The more actively opposed are much harder. We know from childhood vaccine resistance that giving people in these groups information about vaccine safety tends to actually backfire.
In the end, the last mile of vaccines may have to happen with more active encouragement. After a large measles outbreak in 2015, California ultimately achieved high vaccination rates in schools by, basically, mandating them. I’m not suggesting we do this now (in fact, it would be impossible given that the vaccines are approved only under Emergency Use Authorization). But as we look to the long term, it is something we need to consider.
What about my family members?
It’s all well and good to write about how we can impact vaccine rates with policy, but what if it is your parents (or sister or uncle or etc, etc.) who doesn’t want to be vaccinated?
(Related questions have come up with caregivers; this is an overlapping but slightly different situation. Similarly if the resistant party is your partner and not some more extended family, it’s different. I’m going to focus on the extended family situation here, but there are always alter posts…)
Obviously if the issue is access, then that’s something you can help fix. But the questions I’m getting these days are not about inability of family members to access vaccines but about their active opposition.
I do not have a magic bullet. This is a hard problem. It is frustrating and annoying. No one can drive us crazier than our own family. Take a deep breath.
I have two thoughts on framing here, which may help.
First: You do not need them to agree with you, you just need them to get the shot. This lesson is in part why I started with the policy discussion. When we think about the the “vaccine neutral” group above, we should fight our instincts to spend time convincing them vaccines are great. Who cares? If people get the shot, then they have it.
It may drive you out of your mind that one of your parents thinks the Pfizer mRNA delivery technology is some kind of liberal voodoo, but if they’ll get the Johnson and Johnson vaccine because they trust the company then that is fine. Paradoxically, arguing about the merits can make people dig into their position and make things worse.
Second: you can control the rules for your family, and that’s about it. In the end, if relatives will not be vaccinated, all you can do is set your own limits. It’s not dissimilar to how people advise setting them with kids: take time to decide what your rules are, what you feel safe and comfortable doing, and then be consistent.

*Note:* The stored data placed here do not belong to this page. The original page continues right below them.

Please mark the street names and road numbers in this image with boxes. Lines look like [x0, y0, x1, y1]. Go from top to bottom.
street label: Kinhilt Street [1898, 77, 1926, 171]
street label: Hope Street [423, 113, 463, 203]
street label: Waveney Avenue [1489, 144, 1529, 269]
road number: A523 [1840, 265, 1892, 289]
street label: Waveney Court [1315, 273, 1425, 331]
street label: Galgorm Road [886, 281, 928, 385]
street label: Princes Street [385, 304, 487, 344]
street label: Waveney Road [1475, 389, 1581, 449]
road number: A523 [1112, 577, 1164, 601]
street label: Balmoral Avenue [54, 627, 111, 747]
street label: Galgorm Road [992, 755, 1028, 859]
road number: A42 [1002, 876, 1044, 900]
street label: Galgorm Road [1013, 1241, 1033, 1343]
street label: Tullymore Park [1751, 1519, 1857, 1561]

Here are some possible rules:
No grandchildren visits at all until grandparents are vaccinated, period.
No indoor visits until grandparents vaccinated
No indoor visits until grandchildren vaccinated
Visits only with 10 day quarantine & testing in advance [i.e. as if vaccines do not exist]

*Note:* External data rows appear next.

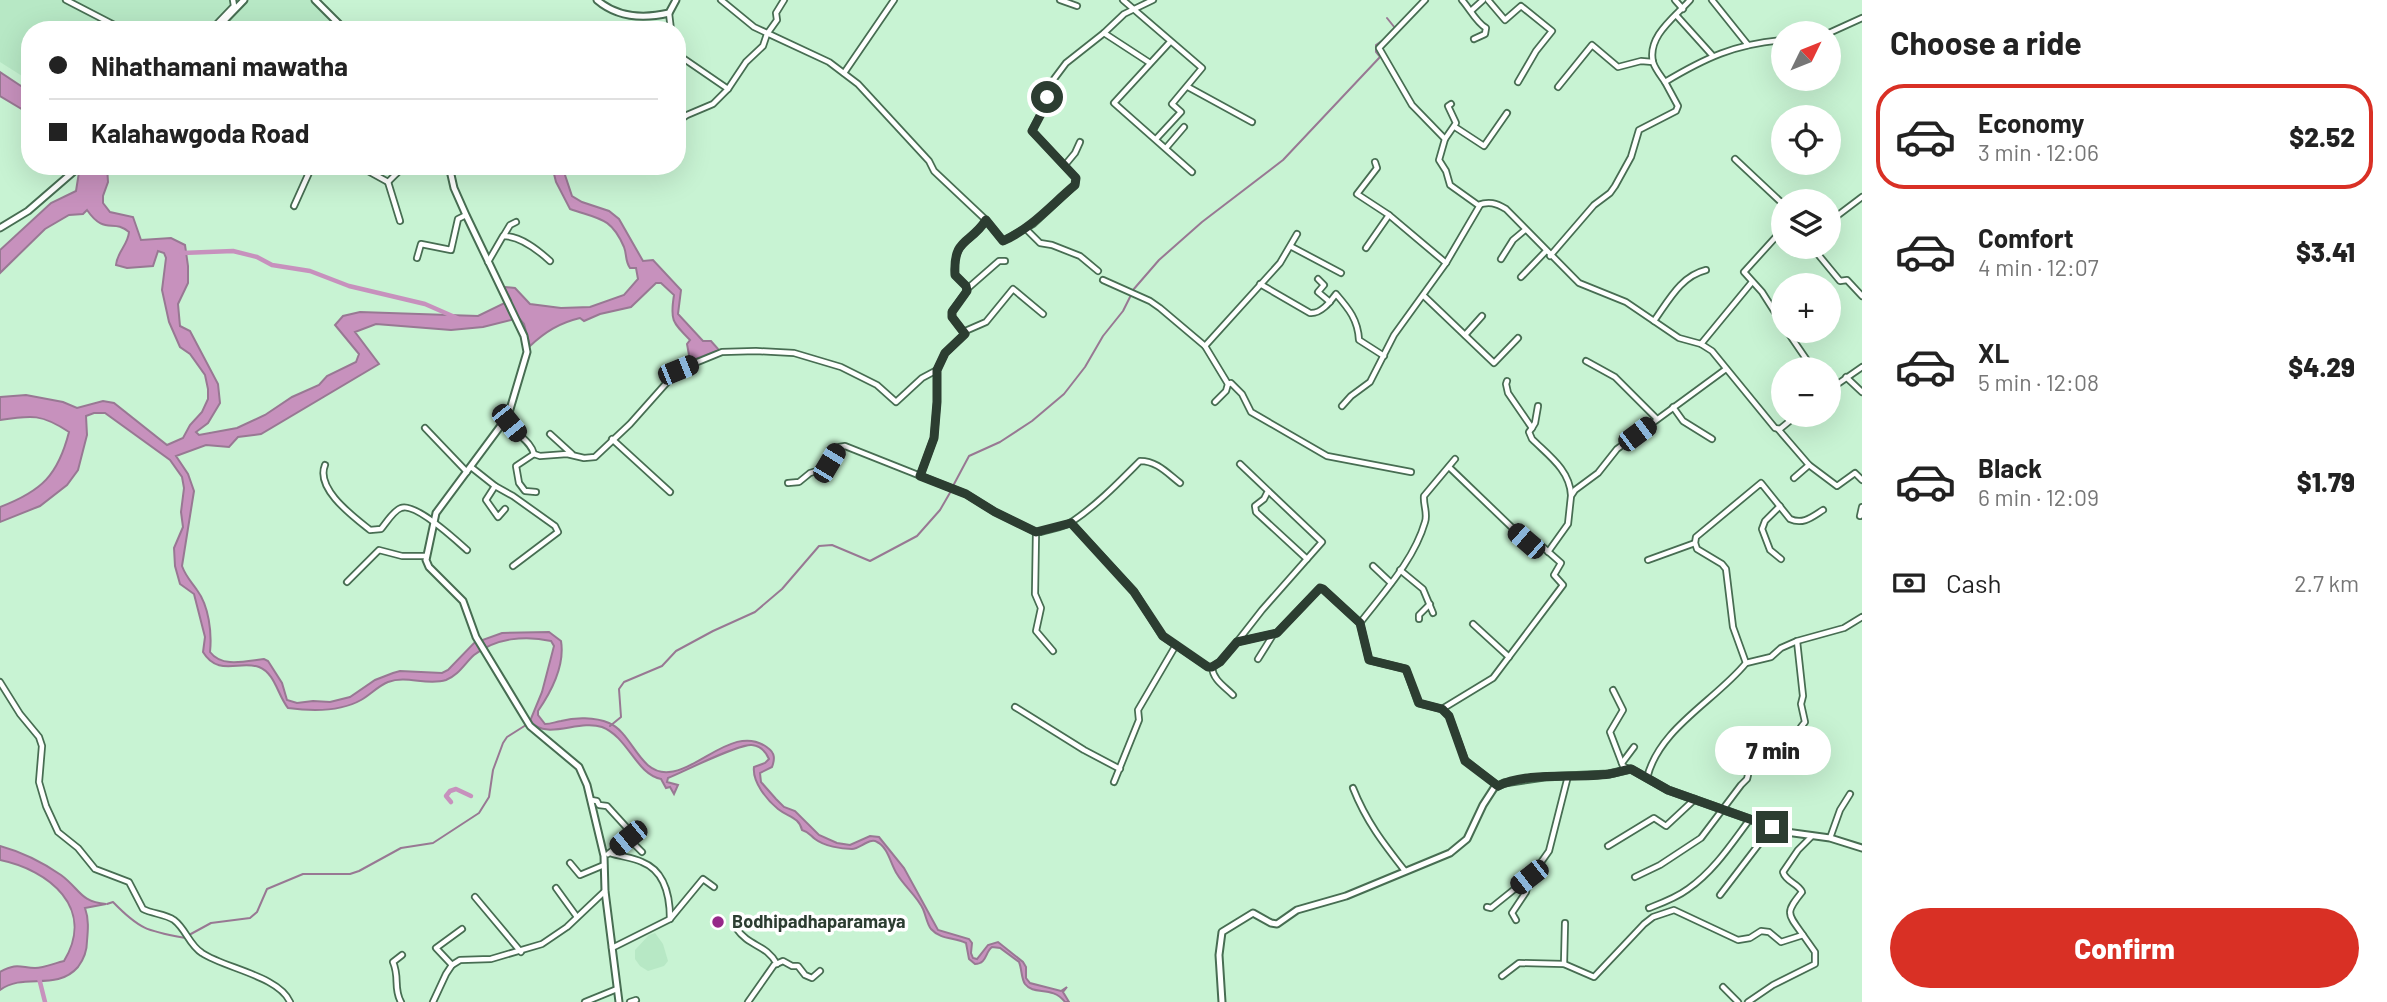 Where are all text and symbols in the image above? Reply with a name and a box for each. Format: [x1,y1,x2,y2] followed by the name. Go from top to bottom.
[1771,21,1841,91] north arrow
[1771,21,1841,427] map controls
[1890,23,2082,61] text: Choose a ride
[91,50,348,81] text: Nihathamani mawatha
[1031,81,1063,113] route start
[1771,105,1841,175] button: locate
[1894,105,1957,168] icon: car
[1978,107,2084,138] text: Economy
[91,117,309,148] text: Kalahawgoda Road
[2289,121,2355,152] text: $2.52
[1978,138,2099,166] text: 3 min · 12:06
[1771,189,1841,259] button: layers
[1894,220,1957,283] icon: car
[1978,222,2074,253] text: Comfort
[2296,236,2355,267] text: $3.41
[1978,253,2099,281] text: 4 min · 12:07
[1771,273,1841,343] button: +
[1894,335,1957,398] icon: car
[1978,337,2009,368] text: XL
[2288,351,2355,382] text: $4.29
[655,352,702,388] car
[1771,357,1841,427] button: −
[1978,368,2099,396] text: 5 min · 12:08
[488,400,531,446] car
[1614,413,1661,455] car
[810,440,849,486] car
[1894,450,1957,513] icon: car
[1978,452,2042,483] text: Black
[2297,466,2355,497] text: $1.79
[1978,483,2099,511] text: 6 min · 12:09
[1504,519,1549,563] car
[1890,564,1928,602] icon: cash
[1946,567,2001,598] text: Cash
[2294,569,2359,597] text: 2.7 km
[1714,726,1830,774] callout: 7 min
[1746,736,1800,764] text: 7 min
[1756,811,1788,843] route end
[606,817,651,859] car
[1506,856,1553,898] car
[1890,908,2359,988] button: Confirm
[732,910,905,932] place label: Bodhipadhaparamaya
[710,914,726,930] marker: Bodhipadhaparamaya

Visits only with 7 day quarantine, testing, and only if case rates are below some threshold
There are infinite possibilities here, and what you decide is going to depend some on your risk tolerance, some on the situation in your location and some on your relationship with said relatives. You might hold a harder line with a more distant relative, where seeing them isn’t as important. Your rules may be different if you (the adults in the household) are vaccinated. It may also matter if the people in question have had COVID-19 illness; recovered people should still have the vaccine, but previous infection confers some protection.
As with most of my advice about decision-making, I’d suggest you take time with this, make a decision that works for you and then stick to it and move on.
The pandemic has provided many moments when control is wrested from us and this may be another. It’s frustrating to feel like there is a solution available and someone isn’t taking it for reasons which seem wrong or crazy to you. But like with everything else, there is value to recognizing what you can control and working on that.
Keep the thoughts coming. I don’t always write back, but I read everything.